Red Sox have intriguing decisions with Varitek, Wakefield
Here’s a tough question for the general manager of the Red Sox , whoever that is by the end of the week:
What do you do with Jason Varitek and Tim Wakefield?
Both have said they want to play next season and they want to play for the Red Sox. There are no indications that either player will make it easy on the team and announce his retirement. Decisions will have to be made.
Let’s take a look at the pros and cons for each player.
Pros: As backup catchers go, he’s about average at the plate. He had a .723 OPS in 68 games, which was better than what the Yankees got out of Francisco Cervelli (.719) in 43 games. He still calls a good game, he’s Josh Beckett’s security blanket, and teammates swear by him.
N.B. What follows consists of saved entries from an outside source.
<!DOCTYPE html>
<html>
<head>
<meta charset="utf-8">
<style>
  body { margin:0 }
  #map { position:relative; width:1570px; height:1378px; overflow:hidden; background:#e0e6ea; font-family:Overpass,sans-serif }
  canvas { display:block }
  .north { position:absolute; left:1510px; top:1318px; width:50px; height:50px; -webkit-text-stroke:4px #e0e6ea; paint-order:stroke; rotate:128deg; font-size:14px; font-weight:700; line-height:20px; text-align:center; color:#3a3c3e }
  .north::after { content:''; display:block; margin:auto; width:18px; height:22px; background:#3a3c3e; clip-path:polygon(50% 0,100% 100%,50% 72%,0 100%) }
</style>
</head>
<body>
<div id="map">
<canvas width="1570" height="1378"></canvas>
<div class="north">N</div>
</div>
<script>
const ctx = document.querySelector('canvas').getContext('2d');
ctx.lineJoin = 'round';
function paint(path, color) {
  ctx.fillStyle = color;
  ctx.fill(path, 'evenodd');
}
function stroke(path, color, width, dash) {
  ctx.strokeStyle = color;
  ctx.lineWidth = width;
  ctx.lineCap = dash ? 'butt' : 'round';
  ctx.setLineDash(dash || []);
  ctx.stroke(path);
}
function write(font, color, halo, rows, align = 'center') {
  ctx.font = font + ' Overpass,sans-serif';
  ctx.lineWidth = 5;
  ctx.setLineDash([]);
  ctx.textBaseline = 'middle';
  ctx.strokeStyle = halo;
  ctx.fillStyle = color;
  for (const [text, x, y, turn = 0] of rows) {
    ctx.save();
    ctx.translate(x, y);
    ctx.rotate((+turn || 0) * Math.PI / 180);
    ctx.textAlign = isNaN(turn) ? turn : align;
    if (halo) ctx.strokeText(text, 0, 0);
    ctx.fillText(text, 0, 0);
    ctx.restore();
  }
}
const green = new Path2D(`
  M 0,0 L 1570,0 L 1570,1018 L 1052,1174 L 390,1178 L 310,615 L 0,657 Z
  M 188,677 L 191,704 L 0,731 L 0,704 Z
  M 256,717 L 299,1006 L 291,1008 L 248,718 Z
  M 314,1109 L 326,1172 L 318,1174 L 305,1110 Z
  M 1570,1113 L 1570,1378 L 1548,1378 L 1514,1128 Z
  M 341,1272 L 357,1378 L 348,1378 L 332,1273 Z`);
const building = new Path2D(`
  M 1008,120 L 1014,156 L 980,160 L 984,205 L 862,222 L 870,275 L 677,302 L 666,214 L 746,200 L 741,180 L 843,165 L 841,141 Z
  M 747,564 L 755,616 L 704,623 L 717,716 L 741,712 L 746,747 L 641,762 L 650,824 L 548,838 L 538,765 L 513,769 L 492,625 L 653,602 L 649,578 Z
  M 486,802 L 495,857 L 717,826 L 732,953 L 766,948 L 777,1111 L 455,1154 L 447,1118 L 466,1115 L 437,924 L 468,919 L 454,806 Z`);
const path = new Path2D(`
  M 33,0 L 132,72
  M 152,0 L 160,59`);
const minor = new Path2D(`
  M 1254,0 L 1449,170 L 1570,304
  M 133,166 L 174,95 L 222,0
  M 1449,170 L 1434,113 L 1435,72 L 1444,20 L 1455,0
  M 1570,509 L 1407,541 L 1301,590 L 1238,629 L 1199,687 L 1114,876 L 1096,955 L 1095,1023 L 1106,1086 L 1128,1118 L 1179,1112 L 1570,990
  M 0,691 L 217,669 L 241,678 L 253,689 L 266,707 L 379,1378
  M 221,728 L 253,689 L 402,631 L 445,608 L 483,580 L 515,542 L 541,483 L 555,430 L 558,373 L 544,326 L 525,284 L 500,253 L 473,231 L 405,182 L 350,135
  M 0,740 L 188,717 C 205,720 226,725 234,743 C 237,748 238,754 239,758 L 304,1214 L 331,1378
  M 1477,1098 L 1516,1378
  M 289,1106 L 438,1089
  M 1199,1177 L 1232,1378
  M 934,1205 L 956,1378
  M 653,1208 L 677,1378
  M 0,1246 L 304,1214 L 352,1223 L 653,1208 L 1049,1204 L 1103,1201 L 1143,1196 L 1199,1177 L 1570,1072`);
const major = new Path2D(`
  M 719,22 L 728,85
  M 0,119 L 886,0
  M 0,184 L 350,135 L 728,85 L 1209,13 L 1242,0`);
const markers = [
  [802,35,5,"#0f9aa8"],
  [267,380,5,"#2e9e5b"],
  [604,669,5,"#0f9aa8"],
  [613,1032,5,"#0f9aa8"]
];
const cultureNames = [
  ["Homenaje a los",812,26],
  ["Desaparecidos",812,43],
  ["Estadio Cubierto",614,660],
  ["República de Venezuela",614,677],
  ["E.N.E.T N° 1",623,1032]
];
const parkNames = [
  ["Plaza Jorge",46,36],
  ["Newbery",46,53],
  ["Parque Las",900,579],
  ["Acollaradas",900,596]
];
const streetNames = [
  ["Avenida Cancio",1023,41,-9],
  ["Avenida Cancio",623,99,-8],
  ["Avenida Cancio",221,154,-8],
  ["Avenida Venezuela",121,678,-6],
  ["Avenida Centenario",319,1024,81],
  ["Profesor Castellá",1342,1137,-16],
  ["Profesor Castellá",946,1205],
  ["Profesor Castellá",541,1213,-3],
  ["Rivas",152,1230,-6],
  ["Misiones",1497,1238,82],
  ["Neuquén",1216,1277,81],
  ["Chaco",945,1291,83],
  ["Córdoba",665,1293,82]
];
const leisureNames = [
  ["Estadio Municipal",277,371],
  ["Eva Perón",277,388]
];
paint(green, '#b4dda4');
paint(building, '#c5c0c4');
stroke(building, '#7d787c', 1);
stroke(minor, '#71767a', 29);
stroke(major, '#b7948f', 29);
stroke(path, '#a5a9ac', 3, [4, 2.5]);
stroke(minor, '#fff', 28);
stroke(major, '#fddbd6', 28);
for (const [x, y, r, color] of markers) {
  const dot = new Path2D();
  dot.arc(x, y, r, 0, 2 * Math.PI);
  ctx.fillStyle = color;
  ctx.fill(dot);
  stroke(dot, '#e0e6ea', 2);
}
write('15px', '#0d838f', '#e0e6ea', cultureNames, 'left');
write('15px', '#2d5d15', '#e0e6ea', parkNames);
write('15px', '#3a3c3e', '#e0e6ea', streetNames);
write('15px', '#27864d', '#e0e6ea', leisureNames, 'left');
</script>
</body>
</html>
Cons: Varitek threw out only 12 of 85 base stealers. He also turns 40 in April, and though he is in tremendous shape, catchers that age are prone to breaking down. The next manager will not hold the same reverence for him that Terry Francona did. Assuming the Sox do not carry three catchers, he is blocking Ryan Lavarnway’s path.
Pros: He threw 154 2/3 innings and there is value in that. The Red Sox, believe it or not, were 12-11 in games he started. He has the ability to start a game at a moment’s notice and can throw 2-3 innings in relief during blowouts.
Cons: Wakefield had a 5.12 ERA and a 1.36 WHIP, so those innings weren’t particularly effective. He’s 45 and clearly wore down in games, giving up an .870 OPS in innings 4-6. His tortured pursuit of 200 victories became a drag on the team, something that his pursuit of the franchise career wins record could turn into.
Wakefield has been with the Red Sox for 17 seasons and Varitek for 15. These are guys who are active in the community and have made a lot of friends in Boston. Letting them go means severing longstanding emotional bonds.
From a baseball standpoint, they might seem like easy decisions. But the question to ask is whether the Sox can do better. Lavarnway would seem certain to produce more offensively, but is he ready for the challenge behind the plate? In Wakefield’s case, can the Sox find a reliever capable of making 10-15 starts if needed?
Only 45 pitchers in the American League threw more innings than Wakefield last season.
Prediction: The Sox keep Wakefield, or at least invite him to spring training with an incentive-laden deal. But with a new manger coming in and an apparent need for better leadership in the clubhouse, Varitek may be out of a job.